The freedom outside the cage is created by the power of compassion. To share the life of every other creature in the world, by means of the emotion that makes us one with them even in their suffering, this is to open an endless breadth of human relation. If freedom is the sense of movement and the possibility of engaging it anytime anywhere, then the freedom of compassionate relation is infinite, while the defense of privilege is a cage. The recent politicization over Covid safety demonstrates much of what is at stake. In a recent op-ed in the New York Times Charlie Warzel compared the furor over mandated masks to the politics surrounding gun rights and the human consequences that flow from them.

“As in the gun control debate, public opinion, public health and the public good seem poised to lose out to a select set of personal freedoms. But it’s a child’s two-dimensional view of freedom — one where any suggestion of collective duty and responsibility for others become the chains of tyranny.”

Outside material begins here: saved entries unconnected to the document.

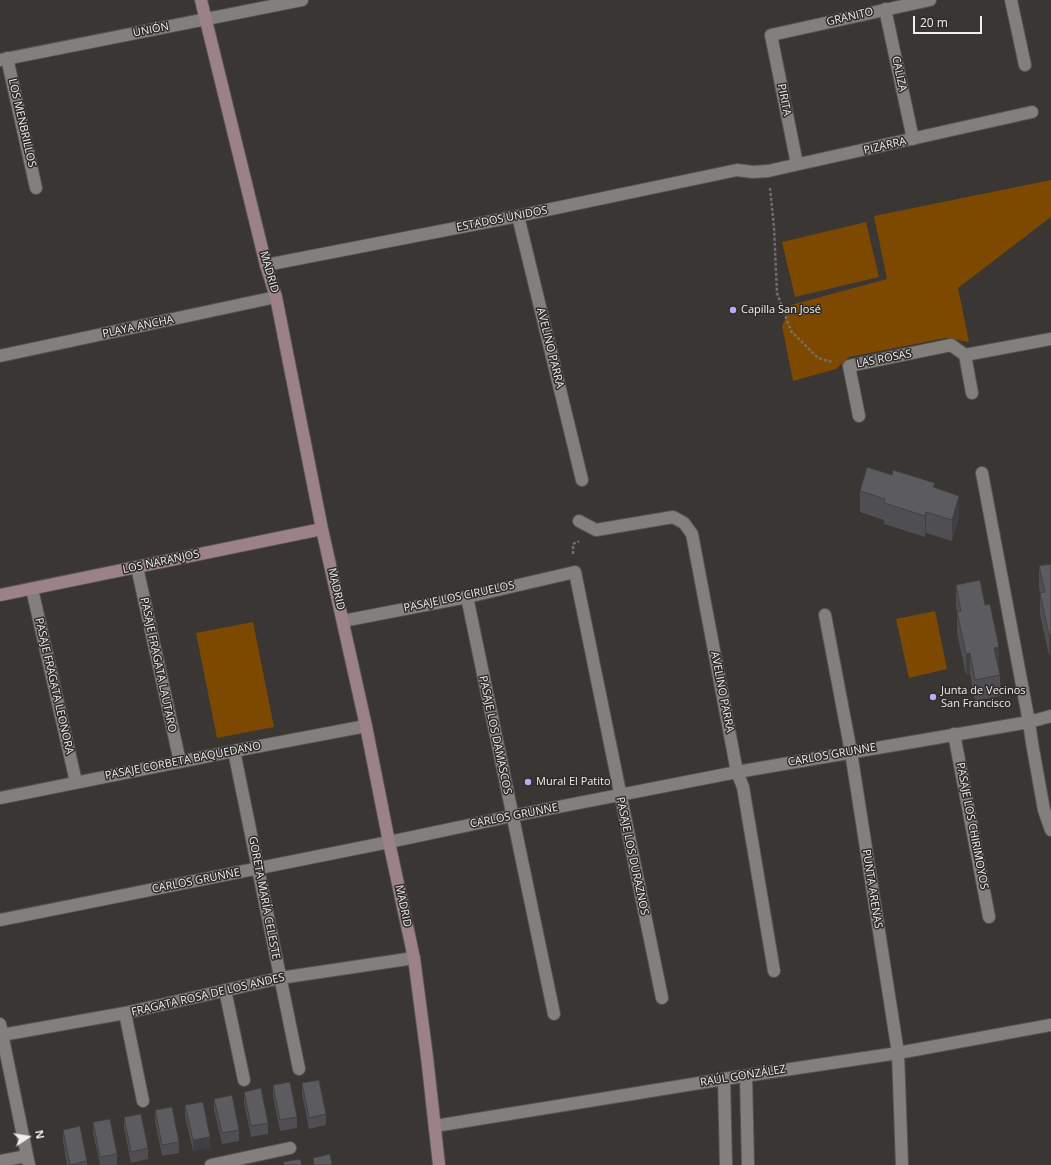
<!DOCTYPE html>
<html>
<head>
<meta charset="utf-8">
<style>
  body { margin:0 }
  #map { position:relative; width:1051px; height:1165px; overflow:hidden; background:#393633; font-family:"Open Sans",sans-serif }
  canvas { display:block }
  .north { position:absolute; left:8px; top:1117px; width:40px; height:40px; -webkit-text-stroke:3px #2e2c29; paint-order:stroke; rotate:78deg; font-size:11px; font-weight:700; line-height:16px; text-align:center; color:#f1efee }
  .north::after { content:''; display:block; margin:auto; width:14px; height:18px; background:#f1efee; clip-path:polygon(50% 0,100% 100%,50% 72%,0 100%) }
  .scale { position:absolute; left:913px; top:16px; width:69px; height:18px; box-sizing:border-box; border:2px solid #f1efee; border-top:0; padding-left:5px; font-size:12px; line-height:14px; white-space:nowrap; color:#f1efee; -webkit-text-stroke:3px #2e2c29; paint-order:stroke }
</style>
</head>
<body>
<div id="map">
<canvas width="1051" height="1165"></canvas>
<div class="north">N</div>
<div class="scale">20 m</div>
</div>
<script>
const ctx = document.querySelector('canvas').getContext('2d');
ctx.lineJoin = 'round';
function paint(path, color) {
  ctx.fillStyle = color;
  ctx.fill(path, 'evenodd');
}
function toPath(rows) {
  const path = new Path2D();
  for (const r of rows) {
    path.moveTo(r[0], r[1]);
    for (let i = 2; i < r.length; i += 2) path.lineTo(r[i], r[i + 1]);
  }
  return path;
}
function trace(path, color, width, dash) {
  ctx.strokeStyle = color;
  ctx.lineWidth = width;
  ctx.lineCap = dash ? 'butt' : 'round';
  ctx.setLineDash(dash || []);
  ctx.stroke(path);
}
function drawText(font, color, halo, rows, align = 'center') {
  ctx.font = font + ' "Open Sans",sans-serif';
  ctx.lineWidth = 3;
  ctx.setLineDash([]);
  ctx.textBaseline = 'middle';
  ctx.strokeStyle = halo;
  ctx.fillStyle = color;
  for (const [text, x, y, turn = 0] of rows) {
    ctx.save();
    ctx.translate(x, y);
    ctx.rotate((+turn || 0) * Math.PI / 180);
    ctx.textAlign = isNaN(turn) ? turn : align;
    if (halo) ctx.strokeText(text, 0, 0);
    ctx.fillText(text, 0, 0);
    ctx.restore();
  }
}
paint(toPath([
  [1051,180,1051,217,958,288,969,342,946,338,849,357,836,369,793,381,782,326,791,305,887,279,874,216],
  [866,222,879,277,795,297,782,242],
  [935,611,947,669,909,678,896,619],
  [253,622,274,727,217,738,196,633]
]), '#7d4900');
const street = toPath([
  [1011,0,1025,65],
  [885,9,913,139],
  [7,58,36,188],
  [0,60,302,0],
  [797,164,771,35,930,0],
  [518,216,582,480],
  [266,265,518,216,737,170,753,172,768,171,1032,112],
  [965,355,1051,339],
  [0,356,276,297],
  [859,416,849,366,951,345,965,355,972,393],
  [982,473,1029,722,1032,743,1044,810,1051,830],
  [579,521,596,530,673,517,684,523,692,534,737,772,743,787,774,971],
  [137,567,180,762],
  [32,589,76,782],
  [467,597,554,1014],
  [825,615,851,752,898,1053,902,1165],
  [343,621,467,597,575,572,662,998],
  [954,734,989,917],
  [234,751,299,1069],
  [0,798,234,751,366,726],
  [0,920,389,842,512,816,737,772,1029,722,1051,716],
  [225,990,244,1080],
  [125,1013,143,1101],
  [0,1024,29,1165],
  [2,1035,125,1013,280,978,414,958],
  [746,1076,748,1165],
  [724,1079,726,1165],
  [435,1126,724,1079,898,1053,1051,1025],
  [0,1161,27,1156],
  [211,1165,290,1148]
]);
const secondary = toPath([
  [201,0,266,265,276,297,322,529,366,726,389,842,414,958,427,1057,439,1165],
  [0,595,322,529]
]);
trace(street, '#565452', 14);
trace(secondary, '#565452', 14);
trace(toPath([
  [770,188,774,227,777,293,791,331,818,358,832,362],
  [573,554,573,544,579,541]
]), '#716e6b', 2.5, [3, 2]);
trace(street, '#827f7c', 12);
trace(secondary, '#9c8188', 12);
paint(toPath([
  [935,488,959,517,952,541,926,533,925,537,884,524,884,520,860,512,860,491],
  [1051,564,1051,655,1049,656,1040,614,1040,593,1039,587,1039,566],
  [956,585,999,668,998,668,1000,675,1000,696,975,701,970,674,966,675,957,633,957,612,956,606],
  [302,1083,326,1114,326,1125,309,1129,302,1094],
  [273,1085,297,1117,297,1128,280,1131,273,1096],
  [244,1092,268,1123,268,1134,251,1137,244,1103],
  [214,1099,239,1130,239,1141,222,1144,214,1110],
  [185,1105,210,1148,193,1151,185,1116],
  [155,1110,179,1142,179,1153,162,1156,155,1121],
  [124,1117,148,1148,148,1159,131,1163,124,1128],
  [93,1122,117,1154,117,1165,100,1165,93,1133],
  [63,1130,87,1161,87,1165,67,1165,63,1141]
]), '#4f4e52');
paint(toPath([
  [959,496,959,517,952,541,952,520],
  [926,512,926,533,925,537,925,516],
  [1051,634,1051,655,1049,656,1049,635],
  [999,647,999,668,994,669,994,648],
  [970,653,970,674,966,675,966,654],
  [210,1137,210,1148,193,1151,193,1140]
]), '#404042');
const building = toPath([
  [867,467,892,475,893,470,935,483,933,487,959,496,952,520,926,512,925,516,884,503,885,499,860,491,867,467],
  [1051,564,1051,634,1049,635,1040,593,1045,592,1039,566,1051,564],
  [980,580,985,605,990,604,999,647,994,648,1000,675,975,680,970,653,966,654,957,612,961,611,956,585,980,580],
  [319,1080,326,1114,309,1118,302,1083,319,1080],
  [290,1082,297,1117,280,1120,273,1085,290,1082],
  [261,1088,268,1123,251,1126,244,1092,261,1088],
  [232,1095,239,1130,222,1133,214,1099,232,1095],
  [203,1102,210,1137,193,1140,185,1105,203,1102],
  [172,1107,179,1142,162,1145,155,1110,172,1107],
  [141,1114,148,1148,131,1152,124,1117,141,1114],
  [110,1119,117,1154,100,1157,93,1122,110,1119],
  [80,1126,87,1161,70,1165,63,1130,80,1126],
  [330,1154,332,1165,314,1165,313,1158,330,1154],
  [300,1159,302,1165,284,1165,283,1162,300,1159]
]);
paint(building, '#5c5b5f');
trace(building, '#404042', 1);
for (const [x, y, r, color] of [
  [733,310,4,"#b6acf8"],
  [933,697,4,"#b6acf8"],
  [528,782,4,"#b6acf8"]
]) {
  const dot = new Path2D();
  dot.arc(x, y, r, 0, 2 * Math.PI);
  ctx.fillStyle = color;
  ctx.fill(dot);
  trace(dot, '#2e2c29', 1.5);
}
drawText('11px', '#f1efee', '#2e2c29', [
  ["GRANITO",850,17,-13],
  ["UNIÓN",151,30,-11],
  ["CALIZA",899,74,78],
  ["PIRITA",784,100,79],
  ["LOS MENBRILLOS",22,123,77],
  ["PIZARRA",885,146,-13],
  ["ESTADOS UNIDOS",502,219,-11],
  ["MADRID",269,272,74],
  ["PLAYA ANCHA",138,327,-12],
  ["AVELINO PARRA",550,348,76],
  ["LAS ROSAS",884,359,-11],
  ["LOS NARANJOS",161,562,-12],
  ["MADRID",336,589,77],
  ["PASAJE LOS CIRUELOS",459,597,-12],
  ["PASAJE FRAGATA LAUTARO",158,665,78],
  ["PASAJE FRAGATA LEONORA",54,686,77],
  ["AVELINO PARRA",722,692,79],
  ["PASAJE LOS DAMASCOS",495,735,78],
  ["CARLOS GRUNNE",832,755,-10],
  ["PASAJE CORBETA BAQUEDANO",183,761,-11],
  ["CARLOS GRUNNE",514,816,-11],
  ["PASAJE LOS CHIRIMOYOS",972,826,79],
  ["PASAJE LOS DURAZNOS",632,856,78],
  ["CARLOS GRUNNE",196,881,-11],
  ["PUNTA ARENAS",872,889,81],
  ["GORETA MARÍA CELESTE",264,898,79],
  ["MADRID",403,906,78],
  ["FRAGATA ROSA DE LOS ANDES",208,995,-13],
  ["RAÚL GONZÁLEZ",743,1076,-9]
]);
drawText('11px', '#f1efee', '#2e2c29', [
  ["Capilla San José",741,310],
  ["Junta de Vecinos",941,691],
  ["San Francisco",941,704],
  ["Mural El Patito",536,782]
], 'left');
</script>
</body>
</html>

Warzel goes on to say, “In this narrow worldview, freedom has a price, in the form of an “acceptable” number of human lives lost. It’s a price that will be calculated and then set by a select few. The rest of us merely pay it.” This may seem a harsh judgment but explained as the canaries’ addiction to their aviary it makes full sense. Warzel’s assessment was underlined by an editorial piece in the same newspaper on Aug 6, reporting America’s “unique failure” to get the pandemic under national control. “First, the United States has a tradition of prioritizing individualism over government restrictions. That aversion to collective action helped lead to inadequate state lockdowns and inconsistent adherence to mask wearing based on partisanship instead of public health.”

As in gun rights the public health failure of Covid response is not an unfathomable mystery. Guns belong to the technology by which mastery over the Americas was asserted. In the hands of individuals, it provides the cumulative power of a king and army, expressed in a single trigger burst. It provides the individual with the rule of a monarch over an alien and hostile world. L’etat c’est moi! In comparison, Covid is a tiny virus, something which reverses the perspective but maintains the metaphor. Now the power is a minute pathogen set against the Leviathan of the individual. Thus, “It shall not pass,” not because of a humble, other-conscious mask, but purely by royal decree!

What is unique about humans is their limitless power of relation. As Rene Girard has shown us, this can result in unending rivalry, the source of wars and killing. Or, the very same mimetic connection can bring community, compassion and love. In the past this relation has been called “socialism” but there is an inherited element of class conflict in that political tradition, one that makes the canaries sing all the louder in opposition. Compassion, instead, invites everyone into a more deeply human life, one without violence. Indeed, if humans are to survive at all on earth then compassion must become a necessary way of life, rather than an occasional fit of sentiment. Compassion then might be called a “new socialism,” if by that we mean the compassionate elements clearly present in the old tradition now come front and center in a mode of positive human transformation. The current cultural crisis in response to Covid (and, afterward, to its aftermath) throws up the possibility of seeing everything from a revolutionary new angle. Many Americans already share a great sense of compassion. It is simply a matter of making this a human and political virtue in its own right.

3 thoughts on “Canaries, Cages, Covid and Compassion

  1. Hello brother, I saw your blog just by chance. I am so impressed with your clarity of vision and the way you use every day life’s stories to explain. This makes your reader thinking at your level. You are a writer that does not come on reader’s level but you take your reader to your level. I am an attorney and I am from Pakistan. I would love to read your blogs in future.